%%

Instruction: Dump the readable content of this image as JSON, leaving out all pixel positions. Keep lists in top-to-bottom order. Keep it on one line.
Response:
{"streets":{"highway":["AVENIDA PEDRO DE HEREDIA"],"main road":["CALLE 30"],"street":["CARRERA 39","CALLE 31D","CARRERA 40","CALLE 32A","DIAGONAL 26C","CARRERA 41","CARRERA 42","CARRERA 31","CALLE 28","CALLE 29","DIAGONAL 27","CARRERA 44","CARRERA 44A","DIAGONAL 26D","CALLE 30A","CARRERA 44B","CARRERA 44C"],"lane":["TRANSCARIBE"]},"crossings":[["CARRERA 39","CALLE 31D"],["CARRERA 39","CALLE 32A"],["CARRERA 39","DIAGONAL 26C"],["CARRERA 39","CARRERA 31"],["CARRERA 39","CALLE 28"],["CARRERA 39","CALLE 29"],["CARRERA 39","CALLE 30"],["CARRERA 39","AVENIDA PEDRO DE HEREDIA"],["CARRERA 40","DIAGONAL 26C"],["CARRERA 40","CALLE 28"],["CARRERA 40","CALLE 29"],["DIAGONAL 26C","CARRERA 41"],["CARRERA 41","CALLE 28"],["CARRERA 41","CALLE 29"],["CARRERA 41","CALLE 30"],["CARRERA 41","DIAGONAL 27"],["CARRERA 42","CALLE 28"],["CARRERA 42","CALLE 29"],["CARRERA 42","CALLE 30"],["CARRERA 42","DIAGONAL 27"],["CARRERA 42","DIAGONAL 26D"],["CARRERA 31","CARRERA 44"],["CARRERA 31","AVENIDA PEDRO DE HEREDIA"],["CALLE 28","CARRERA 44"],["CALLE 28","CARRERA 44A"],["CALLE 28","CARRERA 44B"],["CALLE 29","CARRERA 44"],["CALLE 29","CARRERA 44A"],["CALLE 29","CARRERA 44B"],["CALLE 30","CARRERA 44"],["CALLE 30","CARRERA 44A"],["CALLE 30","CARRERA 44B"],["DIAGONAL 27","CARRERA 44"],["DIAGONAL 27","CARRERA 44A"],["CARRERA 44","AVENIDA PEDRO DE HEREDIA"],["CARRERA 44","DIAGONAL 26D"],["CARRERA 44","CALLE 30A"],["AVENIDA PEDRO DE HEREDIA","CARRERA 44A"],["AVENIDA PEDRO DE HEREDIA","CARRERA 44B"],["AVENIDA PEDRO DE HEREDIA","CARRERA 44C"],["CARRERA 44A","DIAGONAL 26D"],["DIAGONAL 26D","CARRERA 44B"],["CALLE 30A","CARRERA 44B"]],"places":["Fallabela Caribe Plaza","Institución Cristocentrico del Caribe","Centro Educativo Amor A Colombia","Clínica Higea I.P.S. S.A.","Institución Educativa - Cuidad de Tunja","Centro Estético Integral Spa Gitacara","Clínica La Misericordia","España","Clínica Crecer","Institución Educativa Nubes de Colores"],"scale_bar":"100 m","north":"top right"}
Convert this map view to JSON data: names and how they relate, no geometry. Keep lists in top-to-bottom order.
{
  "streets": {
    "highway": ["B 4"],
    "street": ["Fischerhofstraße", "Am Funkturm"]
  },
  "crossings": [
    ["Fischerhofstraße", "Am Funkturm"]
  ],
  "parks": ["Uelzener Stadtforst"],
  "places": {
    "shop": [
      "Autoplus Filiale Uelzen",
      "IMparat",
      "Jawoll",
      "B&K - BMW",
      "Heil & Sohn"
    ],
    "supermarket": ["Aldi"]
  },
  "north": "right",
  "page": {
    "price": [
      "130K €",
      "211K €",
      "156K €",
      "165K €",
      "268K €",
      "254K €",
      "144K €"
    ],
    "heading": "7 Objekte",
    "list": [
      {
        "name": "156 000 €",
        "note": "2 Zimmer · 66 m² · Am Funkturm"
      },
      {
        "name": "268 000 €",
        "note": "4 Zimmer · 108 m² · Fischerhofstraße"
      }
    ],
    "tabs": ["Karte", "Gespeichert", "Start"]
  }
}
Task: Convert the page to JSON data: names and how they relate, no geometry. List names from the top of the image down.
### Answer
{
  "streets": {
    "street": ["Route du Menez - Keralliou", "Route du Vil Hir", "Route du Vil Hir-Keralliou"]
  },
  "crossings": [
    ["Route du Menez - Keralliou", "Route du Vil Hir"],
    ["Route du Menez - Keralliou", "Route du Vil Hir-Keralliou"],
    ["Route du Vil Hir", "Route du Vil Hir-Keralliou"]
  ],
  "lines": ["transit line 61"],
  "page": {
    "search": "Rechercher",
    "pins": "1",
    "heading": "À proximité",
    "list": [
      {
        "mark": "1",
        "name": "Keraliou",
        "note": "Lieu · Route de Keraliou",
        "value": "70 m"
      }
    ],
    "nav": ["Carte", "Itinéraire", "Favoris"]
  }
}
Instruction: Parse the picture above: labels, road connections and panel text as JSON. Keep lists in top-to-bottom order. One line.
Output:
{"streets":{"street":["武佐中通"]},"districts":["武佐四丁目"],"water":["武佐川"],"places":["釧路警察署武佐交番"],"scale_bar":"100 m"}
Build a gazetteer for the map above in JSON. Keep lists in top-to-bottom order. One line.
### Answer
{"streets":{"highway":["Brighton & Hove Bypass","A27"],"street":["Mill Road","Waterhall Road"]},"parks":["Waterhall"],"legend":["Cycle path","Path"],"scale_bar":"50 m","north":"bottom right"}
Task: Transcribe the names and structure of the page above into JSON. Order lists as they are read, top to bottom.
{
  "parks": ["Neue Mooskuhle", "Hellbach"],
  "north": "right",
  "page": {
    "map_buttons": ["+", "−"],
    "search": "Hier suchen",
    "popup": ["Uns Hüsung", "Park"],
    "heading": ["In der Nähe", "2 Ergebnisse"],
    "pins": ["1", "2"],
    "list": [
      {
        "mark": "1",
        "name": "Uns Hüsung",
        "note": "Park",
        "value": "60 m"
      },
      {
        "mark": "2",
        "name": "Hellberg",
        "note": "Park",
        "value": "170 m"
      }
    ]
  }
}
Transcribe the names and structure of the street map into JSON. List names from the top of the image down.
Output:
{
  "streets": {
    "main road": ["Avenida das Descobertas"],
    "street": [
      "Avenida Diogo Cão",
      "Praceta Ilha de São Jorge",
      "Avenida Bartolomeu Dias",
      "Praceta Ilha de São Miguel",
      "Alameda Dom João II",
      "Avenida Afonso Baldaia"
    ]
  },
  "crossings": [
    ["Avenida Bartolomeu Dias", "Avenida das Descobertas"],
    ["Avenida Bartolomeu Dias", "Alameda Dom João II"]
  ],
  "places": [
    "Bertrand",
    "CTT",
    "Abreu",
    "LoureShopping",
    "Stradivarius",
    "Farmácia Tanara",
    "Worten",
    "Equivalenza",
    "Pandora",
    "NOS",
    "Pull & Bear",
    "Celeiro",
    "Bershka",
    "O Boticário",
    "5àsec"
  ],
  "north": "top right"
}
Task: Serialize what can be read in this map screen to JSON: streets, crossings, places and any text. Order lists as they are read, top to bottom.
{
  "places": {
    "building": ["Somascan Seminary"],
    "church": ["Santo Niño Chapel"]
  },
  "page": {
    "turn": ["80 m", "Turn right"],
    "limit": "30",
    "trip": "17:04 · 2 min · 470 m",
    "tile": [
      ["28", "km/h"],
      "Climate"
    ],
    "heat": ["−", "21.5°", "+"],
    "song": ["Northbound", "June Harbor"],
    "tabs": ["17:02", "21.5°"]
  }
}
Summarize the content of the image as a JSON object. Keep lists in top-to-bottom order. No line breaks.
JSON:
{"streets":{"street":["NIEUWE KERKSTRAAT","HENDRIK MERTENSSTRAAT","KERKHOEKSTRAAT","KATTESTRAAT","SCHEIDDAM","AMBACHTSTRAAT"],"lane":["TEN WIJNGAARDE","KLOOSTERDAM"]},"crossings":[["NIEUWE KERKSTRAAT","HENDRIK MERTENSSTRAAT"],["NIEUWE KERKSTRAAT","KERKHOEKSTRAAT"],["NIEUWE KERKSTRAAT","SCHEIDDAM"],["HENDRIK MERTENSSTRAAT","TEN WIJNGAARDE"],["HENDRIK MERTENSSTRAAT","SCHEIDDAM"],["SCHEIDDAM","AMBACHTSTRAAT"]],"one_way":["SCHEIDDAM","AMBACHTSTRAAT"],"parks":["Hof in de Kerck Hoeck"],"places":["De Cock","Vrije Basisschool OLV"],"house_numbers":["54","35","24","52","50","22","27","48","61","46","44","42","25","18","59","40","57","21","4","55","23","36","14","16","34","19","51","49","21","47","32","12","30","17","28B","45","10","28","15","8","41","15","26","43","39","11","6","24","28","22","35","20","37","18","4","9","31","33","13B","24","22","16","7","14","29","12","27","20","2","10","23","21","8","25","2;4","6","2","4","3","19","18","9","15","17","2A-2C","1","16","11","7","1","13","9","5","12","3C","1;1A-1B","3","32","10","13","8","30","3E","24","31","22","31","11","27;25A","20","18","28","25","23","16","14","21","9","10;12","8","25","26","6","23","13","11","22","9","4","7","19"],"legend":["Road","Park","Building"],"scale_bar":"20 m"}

%%

### Work order
Read the listing above, then copy every line that includes the string "Transcribe".

### Answer to the exercise
Task: Transcribe the names and structure of the page above into JSON. Order lists as they are read, top to bottom.
Transcribe the names and structure of the street map into JSON. List names from the top of the image down.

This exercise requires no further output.